- _Collected data_:
BEGIN

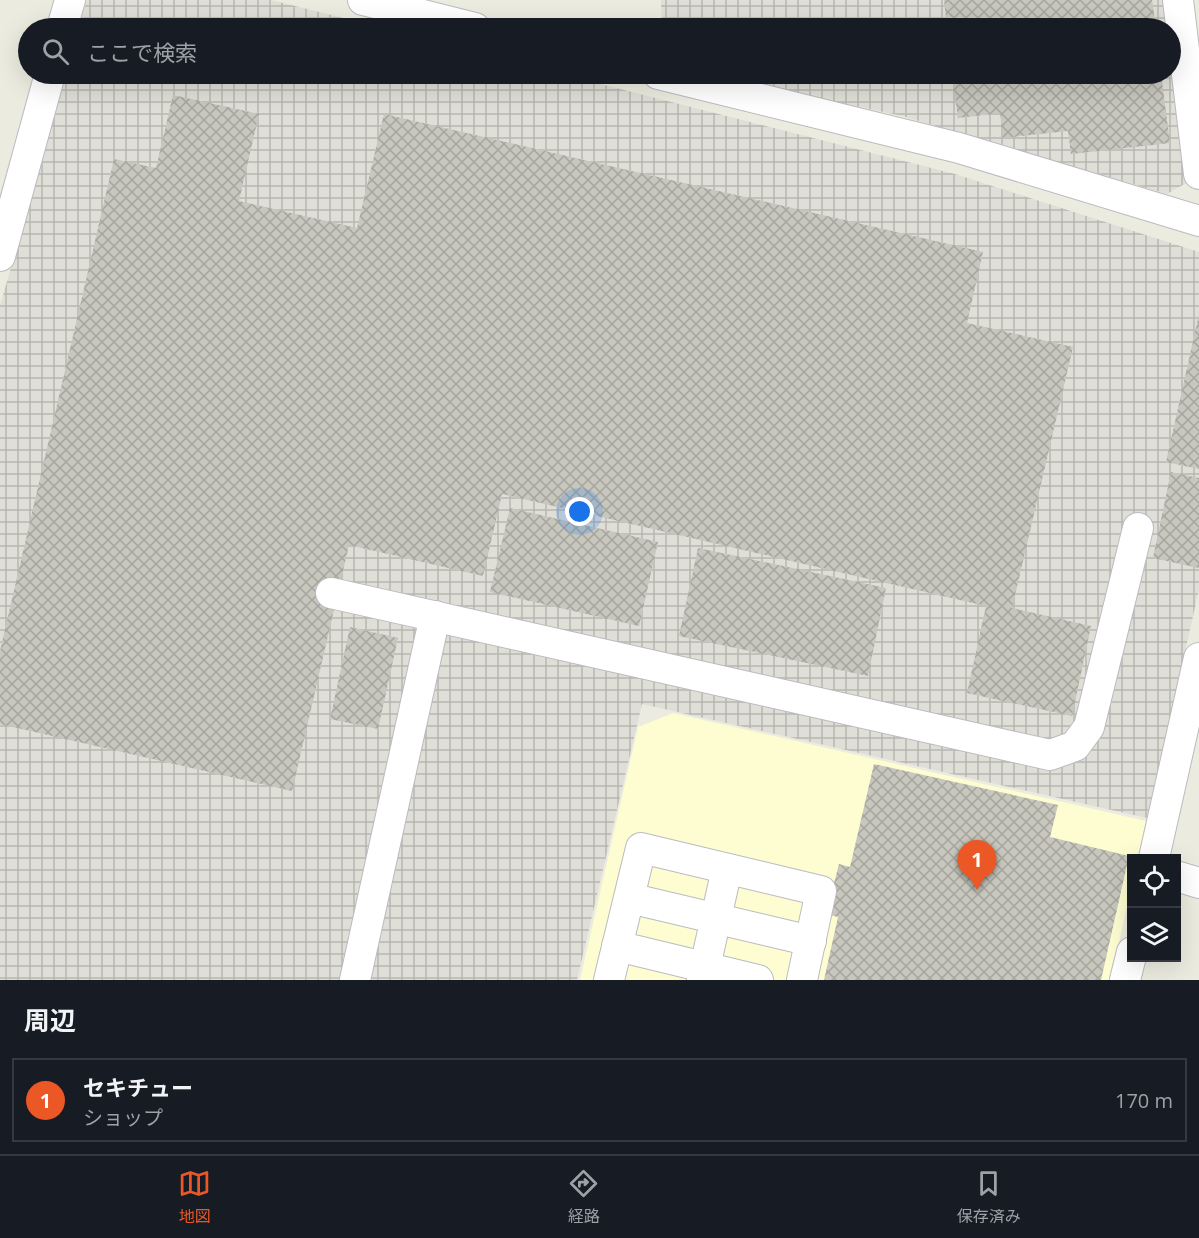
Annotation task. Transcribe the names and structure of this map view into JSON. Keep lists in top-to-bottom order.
{
  "page": {
    "search": "ここで検索",
    "pins": "1",
    "heading": "周辺",
    "list": [
      {
        "mark": "1",
        "name": "セキチュー",
        "note": "ショップ",
        "value": "170 m"
      }
    ],
    "nav": ["地図", "経路", "保存済み"]
  }
}
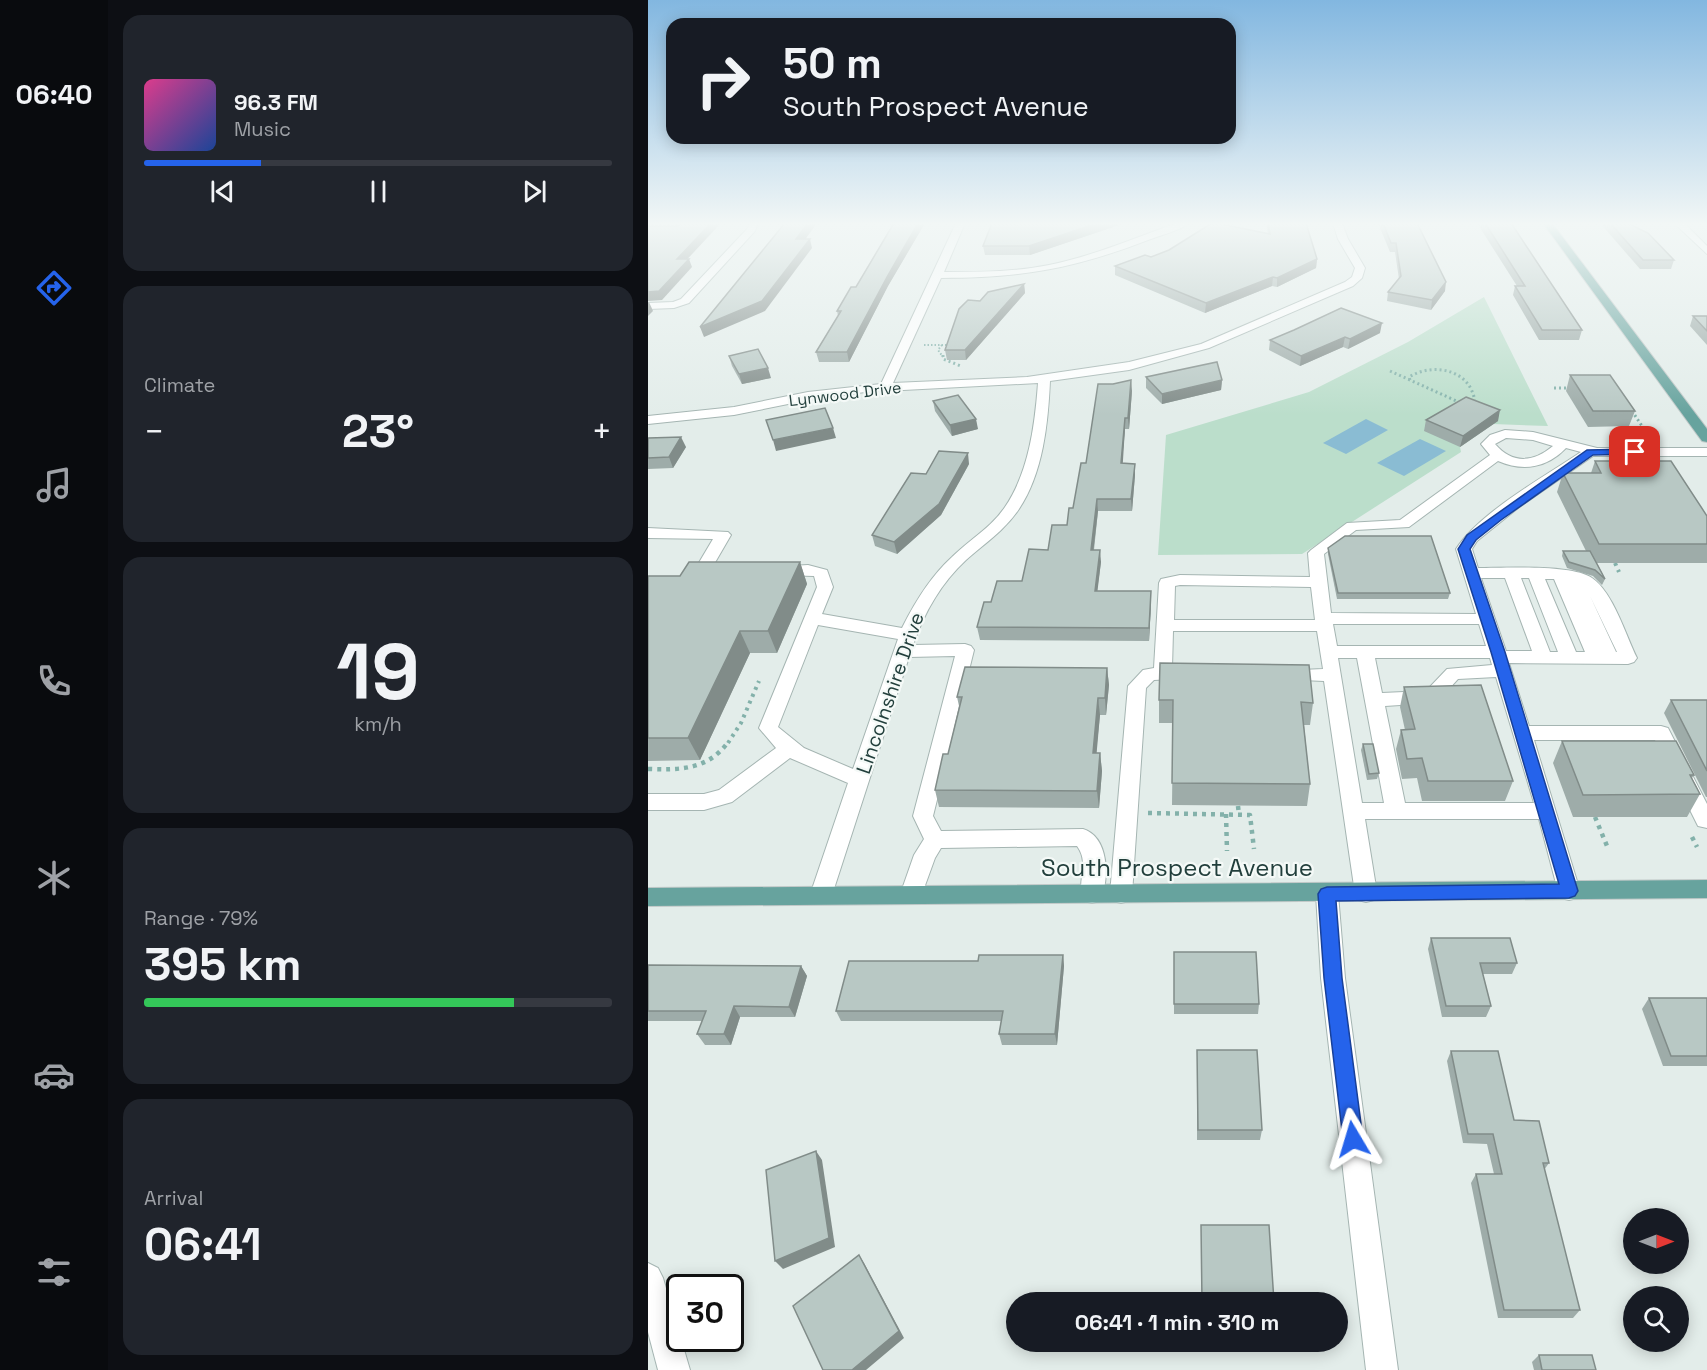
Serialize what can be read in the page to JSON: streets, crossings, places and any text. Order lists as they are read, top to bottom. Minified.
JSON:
{"streets":{"main road":["South Prospect Avenue"],"street":["Lynwood Drive","Lincolnshire Drive"]},"crossings":[["Lynwood Drive","Lincolnshire Drive"],["Lincolnshire Drive","South Prospect Avenue"]],"north":"right","page":{"tabs":"06:40","turn":["50 m","South Prospect Avenue"],"song":["96.3 FM","Music"],"tile":["Climate",["19","km/h"],["Range · 79%","395 km"],["Arrival","06:41"]],"heat":["−","23°","+"],"limit":"30","trip":"06:41 · 1 min · 310 m"}}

END

In your copy, repeat the records above exactly and include no images.

- _Exercise result_:
Annotation task. Transcribe the names and structure of this map view into JSON. Keep lists in top-to-bottom order.
{
  "page": {
    "search": "ここで検索",
    "pins": "1",
    "heading": "周辺",
    "list": [
      {
        "mark": "1",
        "name": "セキチュー",
        "note": "ショップ",
        "value": "170 m"
      }
    ],
    "nav": ["地図", "経路", "保存済み"]
  }
}
Serialize what can be read in the page to JSON: streets, crossings, places and any text. Order lists as they are read, top to bottom. Minified.
JSON:
{"streets":{"main road":["South Prospect Avenue"],"street":["Lynwood Drive","Lincolnshire Drive"]},"crossings":[["Lynwood Drive","Lincolnshire Drive"],["Lincolnshire Drive","South Prospect Avenue"]],"north":"right","page":{"tabs":"06:40","turn":["50 m","South Prospect Avenue"],"song":["96.3 FM","Music"],"tile":["Climate",["19","km/h"],["Range · 79%","395 km"],["Arrival","06:41"]],"heat":["−","23°","+"],"limit":"30","trip":"06:41 · 1 min · 310 m"}}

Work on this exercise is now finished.